Down the line, when physical objects do arrive at the museums, staff will have to figure out what new safety measures might be necessary for treating, handling, and storing them. “It seems that medical understanding of this virus is still somewhat evolving,” Hofer says. “We haven’t put any procedures in place yet.” For her, the safety questions are somewhat reminiscent of the aftermath of 9/11, when they were accessioning objects that had been exposed to debris from Ground Zero, including the entire storefront of Chelsea Jeans, which had been shrouded in thick, toxic dust. (In that case, conservators zipped into hazmat suits, and moved racks of dust-coated clothes into a sealed case.) At the National Museum of American History, as at many other institutions, newly arrived objects routinely pass through a processing room to make sure there aren’t any insect stowaways. As for any additional layers of scrutiny for this moment, Filene says, “We haven’t gotten that far yet.”
Because the crisis is still unfolding—there’s still no expert consensus on when the pandemic will abate and when social distancing protocols might loosen—it’s hard to anticipate how people will relate to these masks and other artifacts a few years on, Filene says. Will the fabric coverings be a blip in people’s lives, or a fixture? If they’re in a museum display several years in the future, “Maybe people won’t have thought about them in years, or maybe we’ll be wearing them for 15 months,” Filene adds.
Even before COVID-19, the National Museum of American History was planning an exhibit called “In Sickness and in Health,” slated to open in fall 2021. It charts 240 years of medicine in America, and will open with three disastrous historical outbreaks—the 1793 yellow fever epidemic that ravaged Philadelphia, the 1837 scourge of smallpox that devastated the Mandan tribe in the Great Plains, and when cholera brought San Francisco and Sacramento to their knees in the 1850s.
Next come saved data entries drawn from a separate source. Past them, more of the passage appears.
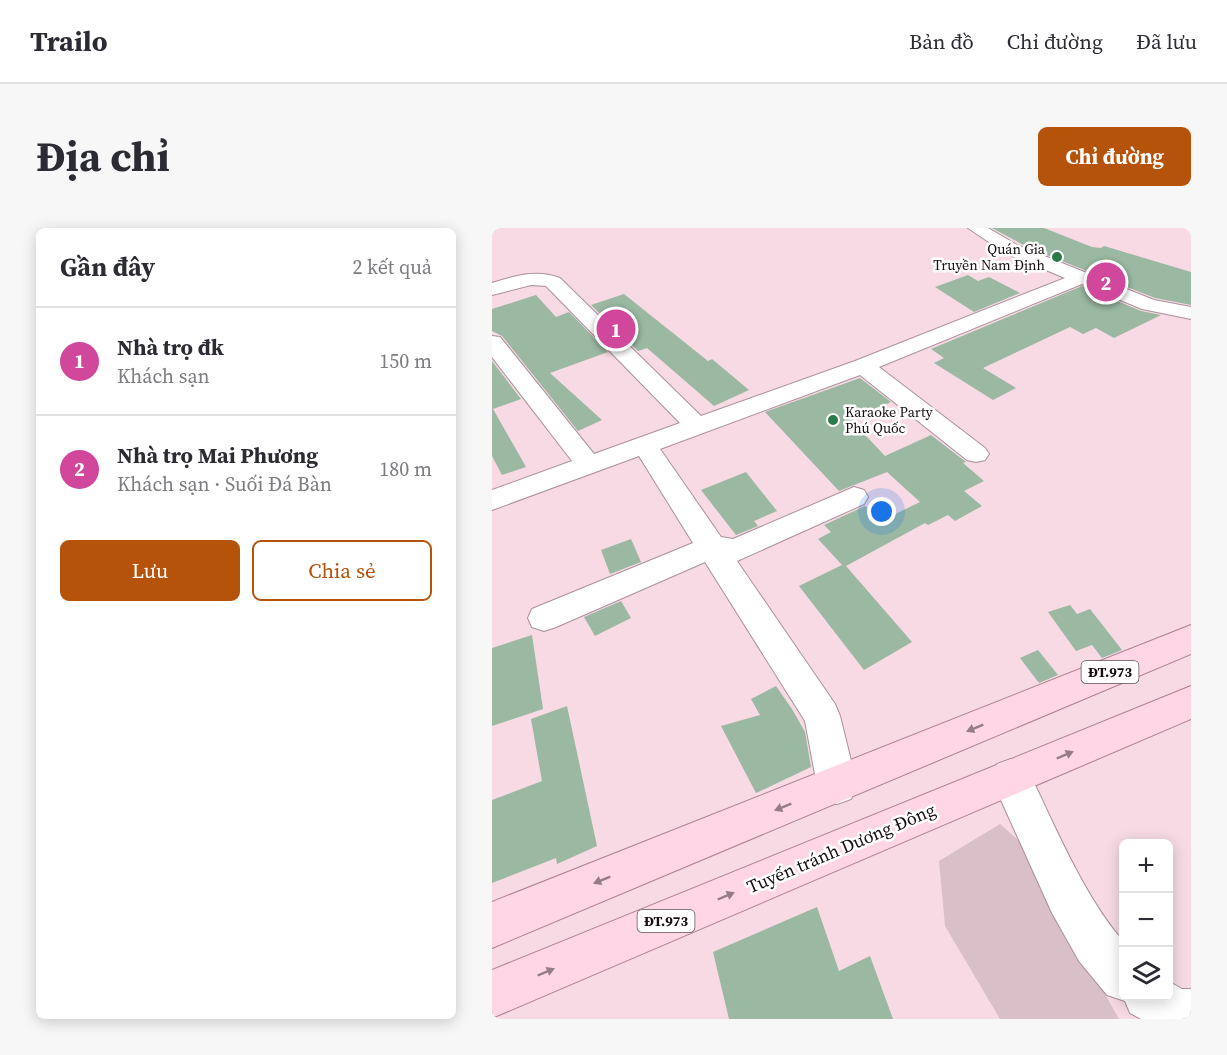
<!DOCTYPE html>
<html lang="vi">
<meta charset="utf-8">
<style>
:root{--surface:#fff;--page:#f7f7f7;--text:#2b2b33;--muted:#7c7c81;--line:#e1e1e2;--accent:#b45309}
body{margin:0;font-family:"Source Serif 4",serif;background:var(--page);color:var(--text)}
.controls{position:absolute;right:18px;bottom:18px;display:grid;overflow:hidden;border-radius:9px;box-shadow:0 3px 15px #0003}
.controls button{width:54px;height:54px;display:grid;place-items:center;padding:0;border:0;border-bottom:2px solid var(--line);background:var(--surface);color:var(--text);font:30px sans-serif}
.you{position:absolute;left:390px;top:284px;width:21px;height:21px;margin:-15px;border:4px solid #fff;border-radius:50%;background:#1a73e8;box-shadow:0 0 0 9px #1a73e833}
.badge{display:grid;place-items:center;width:39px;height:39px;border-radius:50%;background:var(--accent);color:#fff;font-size:20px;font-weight:700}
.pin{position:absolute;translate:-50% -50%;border:3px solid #fff;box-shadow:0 2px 6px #0006}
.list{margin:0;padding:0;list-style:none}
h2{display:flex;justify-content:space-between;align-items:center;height:78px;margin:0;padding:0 24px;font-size:26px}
h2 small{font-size:20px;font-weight:400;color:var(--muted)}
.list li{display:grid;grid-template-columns:39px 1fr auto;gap:18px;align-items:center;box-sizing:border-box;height:108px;padding:0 24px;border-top:2px solid var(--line)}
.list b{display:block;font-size:22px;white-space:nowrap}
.list p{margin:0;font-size:20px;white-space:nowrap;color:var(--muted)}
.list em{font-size:20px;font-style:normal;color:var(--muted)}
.actions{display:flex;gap:12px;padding:18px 24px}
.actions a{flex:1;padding:14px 0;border:2px solid var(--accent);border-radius:9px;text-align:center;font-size:21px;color:var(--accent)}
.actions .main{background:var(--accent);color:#fff}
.icon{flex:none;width:33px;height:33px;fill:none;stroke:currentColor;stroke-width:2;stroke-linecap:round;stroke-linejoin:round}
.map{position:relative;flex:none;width:699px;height:791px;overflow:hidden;border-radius:9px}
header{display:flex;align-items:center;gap:36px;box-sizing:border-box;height:84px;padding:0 30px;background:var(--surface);border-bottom:2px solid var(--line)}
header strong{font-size:28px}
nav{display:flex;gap:33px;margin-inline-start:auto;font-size:21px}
.intro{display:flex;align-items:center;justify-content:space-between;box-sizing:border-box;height:144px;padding:0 36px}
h1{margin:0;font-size:42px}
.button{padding:15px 27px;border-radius:9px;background:var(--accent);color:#fff;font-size:21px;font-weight:700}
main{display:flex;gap:36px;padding:0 36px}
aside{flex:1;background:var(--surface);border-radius:9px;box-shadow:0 3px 15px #0003}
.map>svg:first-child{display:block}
.green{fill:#d9bfc7}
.building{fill:#9ab8a2}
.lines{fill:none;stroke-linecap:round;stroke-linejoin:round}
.minor-casing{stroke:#ab9099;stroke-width:2}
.major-casing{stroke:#ae7e8f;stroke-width:2}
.minor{fill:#fff;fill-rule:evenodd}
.major{fill:#ffd6e5;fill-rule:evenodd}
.oneway{fill:#977c85}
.poi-dot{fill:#2b7a4a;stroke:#fff;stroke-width:2}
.labels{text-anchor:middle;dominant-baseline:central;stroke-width:5;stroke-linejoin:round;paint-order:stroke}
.far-poi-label{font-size:14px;fill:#170d10;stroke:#fff;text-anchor:end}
.shield{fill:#fff;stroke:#5d5658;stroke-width:1.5}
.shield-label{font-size:14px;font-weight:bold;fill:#170d10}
.near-street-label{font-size:18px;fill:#170d10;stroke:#fff}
</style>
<header>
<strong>Trailo</strong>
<nav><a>Bản đồ</a><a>Chỉ đường</a><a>Đã lưu</a></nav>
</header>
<div class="intro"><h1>Địa chỉ</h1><a class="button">Chỉ đường</a></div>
<main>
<aside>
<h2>Gần đây<small>2 kết quả</small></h2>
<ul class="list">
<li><span class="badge" style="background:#d1479c">1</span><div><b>Nhà trọ đk</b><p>Khách sạn</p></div><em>150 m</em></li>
<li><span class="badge" style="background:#d1479c">2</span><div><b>Nhà trọ Mai Phương</b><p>Khách sạn · Suối Đá Bàn</p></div><em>180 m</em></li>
</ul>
<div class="actions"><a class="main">Lưu</a><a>Chia sẻ</a></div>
</aside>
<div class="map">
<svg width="699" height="791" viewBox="0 0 699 791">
<rect width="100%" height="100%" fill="#f7dae4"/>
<!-- green -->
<path class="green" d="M508,596L527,613L627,791H508L453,698L447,633Z"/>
<!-- building -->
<path class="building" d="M500,0H552L600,19L609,20L612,18L699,44V77L663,70L537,20Z
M476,47L486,53L497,49L528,65L482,84L443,59Z
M590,58L649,83L669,87L622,110L604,100L591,106L578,99L491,140L524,160L501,172L442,135L452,130L439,121Z
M132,66L216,133L220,131L257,162L222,178L155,120L146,123L99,77Z
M44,67L64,89L77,84L116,124L58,145L110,192L86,203L10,108L0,103V81Z
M0,133L29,171L1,181L34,239L10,247L0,228Z
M368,150L399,174L358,191L393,228L439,207L474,234L471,235L492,253L472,263L490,278L463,293L456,287L436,297L433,295L354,338L420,414L372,442L307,358L350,337L326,311L339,304L332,297L373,278L389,293L428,274L395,244L347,263L273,184Z
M254,244L285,283L262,293L266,298L244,307L209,262Z
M139,311L149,334L118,346L109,322Z
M129,373L139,390L103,408L92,389Z
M578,377L585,386L598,381L630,422L610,430L600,417L584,423L556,384Z
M40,407L51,481L0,498V420Z
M546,422L566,447L547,455L528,430Z
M284,458L300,481L313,504L319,539L264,565L229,498L268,487L259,471Z
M75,478L105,618L65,636L64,630L0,655V572L50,553L39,491Z
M325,679L347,743L378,728L401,791H237L221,724Z"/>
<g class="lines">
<!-- minor casing -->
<g class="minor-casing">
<path id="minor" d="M476,0H496L525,17L662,72L699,79V91L650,81L590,56L387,139L493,220L497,226L493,232L484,234L475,232L368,147L168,221L229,309L241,311L362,259L372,262L376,269L372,276L245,333L343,476L348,488L365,557L359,571L345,576L331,571L325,557L313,493L213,334L64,399L52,403L40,399L36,390L40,381L201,315L147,228L0,282V262L80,233L0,129V108L8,109L102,226L188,195L54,58L39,57L0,67V55C23,48 44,41 68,50L209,188L363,133L573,50L513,25Z
M519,531L533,536C560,591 592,670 632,714V768H676V753L690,761H699V791H649L638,785L633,773L615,767L587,733L560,685L499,550L505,536Z"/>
</g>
<!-- major casing -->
<g class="major-casing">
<path id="major" d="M699,397V426L0,720V674Z
M699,458V491L0,790V742Z"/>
</g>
<!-- minor -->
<use href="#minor" class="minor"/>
<!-- major -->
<use href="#major" class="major"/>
</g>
<!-- one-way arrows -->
<defs><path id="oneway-solid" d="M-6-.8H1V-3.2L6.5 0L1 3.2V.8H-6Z" transform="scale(1.5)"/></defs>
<g class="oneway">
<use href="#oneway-solid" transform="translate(483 500) rotate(158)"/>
<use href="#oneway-solid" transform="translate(573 527) rotate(-23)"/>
<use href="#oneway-solid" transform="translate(291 579) rotate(158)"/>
<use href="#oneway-solid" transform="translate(110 652) rotate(158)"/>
<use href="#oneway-solid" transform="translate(234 668) rotate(-23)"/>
<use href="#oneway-solid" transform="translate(54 744) rotate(-23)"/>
</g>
<!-- markers -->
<g class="poi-dot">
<circle cx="565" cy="29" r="6"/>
<circle cx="341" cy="192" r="6"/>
</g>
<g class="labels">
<!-- far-poi labels -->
<g class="far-poi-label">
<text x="553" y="21">Quán Gia<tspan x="553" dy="16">Truyền Nam Định</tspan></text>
<text x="353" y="184" text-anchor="start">Karaoke Party<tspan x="353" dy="16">Phú Quốc</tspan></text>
</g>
<!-- shield labels -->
<g class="shield">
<rect x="589.5" y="433" width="57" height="22" rx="4.5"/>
<rect x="145.5" y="682" width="57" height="22" rx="4.5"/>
</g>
<g class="shield-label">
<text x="618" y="444">ĐT.973</text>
<text x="174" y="693">ĐT.973</text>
</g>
<!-- near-street labels -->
<g class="near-street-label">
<text transform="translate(349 620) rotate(-23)">Tuyến tránh Dương Đông</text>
</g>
</g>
</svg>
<div class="controls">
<button>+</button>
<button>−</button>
<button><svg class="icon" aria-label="layers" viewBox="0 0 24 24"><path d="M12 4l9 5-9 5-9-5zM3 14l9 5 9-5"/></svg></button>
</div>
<div class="you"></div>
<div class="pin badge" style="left:124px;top:101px;background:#d1479c">1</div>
<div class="pin badge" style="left:614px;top:54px;background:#d1479c">2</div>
</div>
</main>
A few months back, Lord and her colleagues were wondering how to frame these moments for future visitors. “We were struggling to try and figure out how to communicate to our audience what it feels like to live in a city which is experiencing an epidemic,” she says.
Urban graveyards still hold the bodies, for instance, of people who lost their lives to the terrible 1918 flu, but it’s easy to forget that, not so very long ago, pandemics and epidemics were not uncommon in the United States. Worry, discomfort, and mourning were woven into the fabric of daily life. For many citizens of 21st-century America—particularly those with reliable access to high-quality healthcare—that reality is sometimes hard to picture. “People in the past seem so different, they wear weird clothes, they use different words than we use, they seem so far away,” says Lord, who believes that the current crisis will collapse the space between past and present. The experience of weathering this pandemic is making that gnawing fear and deep loneliness more vivid. When visitors can roam museums again, she adds, “We think people will walk in with that empathy already.”